Task material —
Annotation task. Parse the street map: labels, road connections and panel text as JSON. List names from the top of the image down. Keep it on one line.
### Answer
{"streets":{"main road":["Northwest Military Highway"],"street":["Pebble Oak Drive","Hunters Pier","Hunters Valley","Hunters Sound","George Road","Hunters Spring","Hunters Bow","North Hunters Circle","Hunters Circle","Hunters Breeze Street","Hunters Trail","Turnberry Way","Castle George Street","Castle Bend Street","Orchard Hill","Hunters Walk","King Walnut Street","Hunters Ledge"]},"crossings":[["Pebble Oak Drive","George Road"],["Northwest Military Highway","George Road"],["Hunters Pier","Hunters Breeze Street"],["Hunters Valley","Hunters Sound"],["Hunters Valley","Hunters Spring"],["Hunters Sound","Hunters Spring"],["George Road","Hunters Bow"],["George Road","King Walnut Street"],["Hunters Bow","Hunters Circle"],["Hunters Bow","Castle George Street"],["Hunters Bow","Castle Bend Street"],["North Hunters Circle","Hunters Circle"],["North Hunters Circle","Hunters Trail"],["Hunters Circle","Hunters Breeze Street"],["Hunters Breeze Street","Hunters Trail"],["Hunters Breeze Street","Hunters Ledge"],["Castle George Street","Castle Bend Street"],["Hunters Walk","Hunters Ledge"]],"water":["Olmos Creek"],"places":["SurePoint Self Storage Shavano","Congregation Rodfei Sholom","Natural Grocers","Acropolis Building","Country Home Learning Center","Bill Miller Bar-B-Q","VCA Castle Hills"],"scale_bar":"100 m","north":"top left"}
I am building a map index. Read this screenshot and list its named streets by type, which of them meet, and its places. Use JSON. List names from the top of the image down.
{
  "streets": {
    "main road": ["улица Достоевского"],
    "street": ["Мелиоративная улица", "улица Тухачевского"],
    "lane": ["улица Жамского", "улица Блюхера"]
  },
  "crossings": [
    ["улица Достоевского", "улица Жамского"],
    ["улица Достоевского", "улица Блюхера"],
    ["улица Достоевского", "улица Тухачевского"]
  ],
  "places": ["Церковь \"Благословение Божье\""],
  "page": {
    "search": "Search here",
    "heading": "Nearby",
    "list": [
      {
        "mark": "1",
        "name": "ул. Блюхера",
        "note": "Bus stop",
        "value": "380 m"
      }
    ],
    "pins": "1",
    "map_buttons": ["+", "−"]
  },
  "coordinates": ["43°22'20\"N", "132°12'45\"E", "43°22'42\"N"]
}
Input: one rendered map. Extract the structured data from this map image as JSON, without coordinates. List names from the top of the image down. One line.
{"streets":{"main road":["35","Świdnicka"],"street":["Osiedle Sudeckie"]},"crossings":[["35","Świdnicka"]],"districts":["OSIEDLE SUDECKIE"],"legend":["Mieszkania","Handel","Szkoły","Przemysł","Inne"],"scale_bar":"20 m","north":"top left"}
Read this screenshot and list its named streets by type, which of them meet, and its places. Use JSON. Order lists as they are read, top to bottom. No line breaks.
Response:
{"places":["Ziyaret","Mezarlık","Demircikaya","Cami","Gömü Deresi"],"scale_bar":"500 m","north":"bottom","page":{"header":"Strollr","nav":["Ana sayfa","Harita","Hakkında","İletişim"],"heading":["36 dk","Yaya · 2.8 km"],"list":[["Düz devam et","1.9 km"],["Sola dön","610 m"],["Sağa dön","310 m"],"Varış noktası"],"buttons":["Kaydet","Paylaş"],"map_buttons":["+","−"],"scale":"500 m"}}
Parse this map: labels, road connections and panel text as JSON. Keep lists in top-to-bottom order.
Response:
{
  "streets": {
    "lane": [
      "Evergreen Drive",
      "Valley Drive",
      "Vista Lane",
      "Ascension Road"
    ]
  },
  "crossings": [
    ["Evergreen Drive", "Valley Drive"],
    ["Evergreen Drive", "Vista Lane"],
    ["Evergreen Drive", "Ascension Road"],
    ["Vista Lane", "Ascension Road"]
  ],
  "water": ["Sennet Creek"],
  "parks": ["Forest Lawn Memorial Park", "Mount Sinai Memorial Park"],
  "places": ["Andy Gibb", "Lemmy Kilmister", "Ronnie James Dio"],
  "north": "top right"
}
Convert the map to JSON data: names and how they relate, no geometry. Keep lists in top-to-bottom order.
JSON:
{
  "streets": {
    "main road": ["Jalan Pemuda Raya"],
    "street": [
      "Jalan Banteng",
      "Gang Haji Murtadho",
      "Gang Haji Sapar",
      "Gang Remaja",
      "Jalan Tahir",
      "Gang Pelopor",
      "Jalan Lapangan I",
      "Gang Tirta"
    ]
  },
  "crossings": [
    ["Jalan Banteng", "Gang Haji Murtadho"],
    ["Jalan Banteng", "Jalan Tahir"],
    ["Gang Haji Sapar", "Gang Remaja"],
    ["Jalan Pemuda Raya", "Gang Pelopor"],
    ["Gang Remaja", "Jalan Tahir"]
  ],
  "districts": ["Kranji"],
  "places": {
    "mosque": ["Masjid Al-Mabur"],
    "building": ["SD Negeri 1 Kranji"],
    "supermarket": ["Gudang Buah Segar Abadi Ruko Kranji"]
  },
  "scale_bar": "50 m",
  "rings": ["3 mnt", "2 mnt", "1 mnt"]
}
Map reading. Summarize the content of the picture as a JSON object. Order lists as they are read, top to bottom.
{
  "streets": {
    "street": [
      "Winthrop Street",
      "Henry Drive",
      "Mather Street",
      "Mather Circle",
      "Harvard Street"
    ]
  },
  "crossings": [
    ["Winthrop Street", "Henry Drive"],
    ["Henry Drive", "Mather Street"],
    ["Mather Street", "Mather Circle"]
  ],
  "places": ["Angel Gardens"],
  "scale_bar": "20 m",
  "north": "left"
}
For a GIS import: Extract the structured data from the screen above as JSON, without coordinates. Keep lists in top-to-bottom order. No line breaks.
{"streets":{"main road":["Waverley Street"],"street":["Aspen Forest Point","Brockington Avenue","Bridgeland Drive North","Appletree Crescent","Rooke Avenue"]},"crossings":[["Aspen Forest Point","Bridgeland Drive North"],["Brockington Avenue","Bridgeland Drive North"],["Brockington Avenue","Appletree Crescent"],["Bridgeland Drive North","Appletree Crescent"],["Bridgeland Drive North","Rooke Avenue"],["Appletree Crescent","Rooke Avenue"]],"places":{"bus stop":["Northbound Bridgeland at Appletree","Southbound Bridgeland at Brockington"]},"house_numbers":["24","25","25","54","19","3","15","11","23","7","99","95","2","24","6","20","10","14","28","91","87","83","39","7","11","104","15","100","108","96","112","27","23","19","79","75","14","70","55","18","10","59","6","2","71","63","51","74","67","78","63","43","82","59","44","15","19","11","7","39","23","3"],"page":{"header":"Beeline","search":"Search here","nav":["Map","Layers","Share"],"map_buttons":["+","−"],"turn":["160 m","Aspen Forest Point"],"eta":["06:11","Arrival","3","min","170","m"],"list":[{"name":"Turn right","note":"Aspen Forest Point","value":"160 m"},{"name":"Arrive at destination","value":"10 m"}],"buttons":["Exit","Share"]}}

What you need to do — Exactly reproduce the material above.

Exercise result —
Annotation task. Parse the street map: labels, road connections and panel text as JSON. List names from the top of the image down. Keep it on one line.
### Answer
{"streets":{"main road":["Northwest Military Highway"],"street":["Pebble Oak Drive","Hunters Pier","Hunters Valley","Hunters Sound","George Road","Hunters Spring","Hunters Bow","North Hunters Circle","Hunters Circle","Hunters Breeze Street","Hunters Trail","Turnberry Way","Castle George Street","Castle Bend Street","Orchard Hill","Hunters Walk","King Walnut Street","Hunters Ledge"]},"crossings":[["Pebble Oak Drive","George Road"],["Northwest Military Highway","George Road"],["Hunters Pier","Hunters Breeze Street"],["Hunters Valley","Hunters Sound"],["Hunters Valley","Hunters Spring"],["Hunters Sound","Hunters Spring"],["George Road","Hunters Bow"],["George Road","King Walnut Street"],["Hunters Bow","Hunters Circle"],["Hunters Bow","Castle George Street"],["Hunters Bow","Castle Bend Street"],["North Hunters Circle","Hunters Circle"],["North Hunters Circle","Hunters Trail"],["Hunters Circle","Hunters Breeze Street"],["Hunters Breeze Street","Hunters Trail"],["Hunters Breeze Street","Hunters Ledge"],["Castle George Street","Castle Bend Street"],["Hunters Walk","Hunters Ledge"]],"water":["Olmos Creek"],"places":["SurePoint Self Storage Shavano","Congregation Rodfei Sholom","Natural Grocers","Acropolis Building","Country Home Learning Center","Bill Miller Bar-B-Q","VCA Castle Hills"],"scale_bar":"100 m","north":"top left"}
I am building a map index. Read this screenshot and list its named streets by type, which of them meet, and its places. Use JSON. List names from the top of the image down.
{
  "streets": {
    "main road": ["улица Достоевского"],
    "street": ["Мелиоративная улица", "улица Тухачевского"],
    "lane": ["улица Жамского", "улица Блюхера"]
  },
  "crossings": [
    ["улица Достоевского", "улица Жамского"],
    ["улица Достоевского", "улица Блюхера"],
    ["улица Достоевского", "улица Тухачевского"]
  ],
  "places": ["Церковь \"Благословение Божье\""],
  "page": {
    "search": "Search here",
    "heading": "Nearby",
    "list": [
      {
        "mark": "1",
        "name": "ул. Блюхера",
        "note": "Bus stop",
        "value": "380 m"
      }
    ],
    "pins": "1",
    "map_buttons": ["+", "−"]
  },
  "coordinates": ["43°22'20\"N", "132°12'45\"E", "43°22'42\"N"]
}
Input: one rendered map. Extract the structured data from this map image as JSON, without coordinates. List names from the top of the image down. One line.
{"streets":{"main road":["35","Świdnicka"],"street":["Osiedle Sudeckie"]},"crossings":[["35","Świdnicka"]],"districts":["OSIEDLE SUDECKIE"],"legend":["Mieszkania","Handel","Szkoły","Przemysł","Inne"],"scale_bar":"20 m","north":"top left"}
Read this screenshot and list its named streets by type, which of them meet, and its places. Use JSON. Order lists as they are read, top to bottom. No line breaks.
Response:
{"places":["Ziyaret","Mezarlık","Demircikaya","Cami","Gömü Deresi"],"scale_bar":"500 m","north":"bottom","page":{"header":"Strollr","nav":["Ana sayfa","Harita","Hakkında","İletişim"],"heading":["36 dk","Yaya · 2.8 km"],"list":[["Düz devam et","1.9 km"],["Sola dön","610 m"],["Sağa dön","310 m"],"Varış noktası"],"buttons":["Kaydet","Paylaş"],"map_buttons":["+","−"],"scale":"500 m"}}
Parse this map: labels, road connections and panel text as JSON. Keep lists in top-to-bottom order.
Response:
{
  "streets": {
    "lane": [
      "Evergreen Drive",
      "Valley Drive",
      "Vista Lane",
      "Ascension Road"
    ]
  },
  "crossings": [
    ["Evergreen Drive", "Valley Drive"],
    ["Evergreen Drive", "Vista Lane"],
    ["Evergreen Drive", "Ascension Road"],
    ["Vista Lane", "Ascension Road"]
  ],
  "water": ["Sennet Creek"],
  "parks": ["Forest Lawn Memorial Park", "Mount Sinai Memorial Park"],
  "places": ["Andy Gibb", "Lemmy Kilmister", "Ronnie James Dio"],
  "north": "top right"
}
Convert the map to JSON data: names and how they relate, no geometry. Keep lists in top-to-bottom order.
JSON:
{
  "streets": {
    "main road": ["Jalan Pemuda Raya"],
    "street": [
      "Jalan Banteng",
      "Gang Haji Murtadho",
      "Gang Haji Sapar",
      "Gang Remaja",
      "Jalan Tahir",
      "Gang Pelopor",
      "Jalan Lapangan I",
      "Gang Tirta"
    ]
  },
  "crossings": [
    ["Jalan Banteng", "Gang Haji Murtadho"],
    ["Jalan Banteng", "Jalan Tahir"],
    ["Gang Haji Sapar", "Gang Remaja"],
    ["Jalan Pemuda Raya", "Gang Pelopor"],
    ["Gang Remaja", "Jalan Tahir"]
  ],
  "districts": ["Kranji"],
  "places": {
    "mosque": ["Masjid Al-Mabur"],
    "building": ["SD Negeri 1 Kranji"],
    "supermarket": ["Gudang Buah Segar Abadi Ruko Kranji"]
  },
  "scale_bar": "50 m",
  "rings": ["3 mnt", "2 mnt", "1 mnt"]
}
Map reading. Summarize the content of the picture as a JSON object. Order lists as they are read, top to bottom.
{
  "streets": {
    "street": [
      "Winthrop Street",
      "Henry Drive",
      "Mather Street",
      "Mather Circle",
      "Harvard Street"
    ]
  },
  "crossings": [
    ["Winthrop Street", "Henry Drive"],
    ["Henry Drive", "Mather Street"],
    ["Mather Street", "Mather Circle"]
  ],
  "places": ["Angel Gardens"],
  "scale_bar": "20 m",
  "north": "left"
}
For a GIS import: Extract the structured data from the screen above as JSON, without coordinates. Keep lists in top-to-bottom order. No line breaks.
{"streets":{"main road":["Waverley Street"],"street":["Aspen Forest Point","Brockington Avenue","Bridgeland Drive North","Appletree Crescent","Rooke Avenue"]},"crossings":[["Aspen Forest Point","Bridgeland Drive North"],["Brockington Avenue","Bridgeland Drive North"],["Brockington Avenue","Appletree Crescent"],["Bridgeland Drive North","Appletree Crescent"],["Bridgeland Drive North","Rooke Avenue"],["Appletree Crescent","Rooke Avenue"]],"places":{"bus stop":["Northbound Bridgeland at Appletree","Southbound Bridgeland at Brockington"]},"house_numbers":["24","25","25","54","19","3","15","11","23","7","99","95","2","24","6","20","10","14","28","91","87","83","39","7","11","104","15","100","108","96","112","27","23","19","79","75","14","70","55","18","10","59","6","2","71","63","51","74","67","78","63","43","82","59","44","15","19","11","7","39","23","3"],"page":{"header":"Beeline","search":"Search here","nav":["Map","Layers","Share"],"map_buttons":["+","−"],"turn":["160 m","Aspen Forest Point"],"eta":["06:11","Arrival","3","min","170","m"],"list":[{"name":"Turn right","note":"Aspen Forest Point","value":"160 m"},{"name":"Arrive at destination","value":"10 m"}],"buttons":["Exit","Share"]}}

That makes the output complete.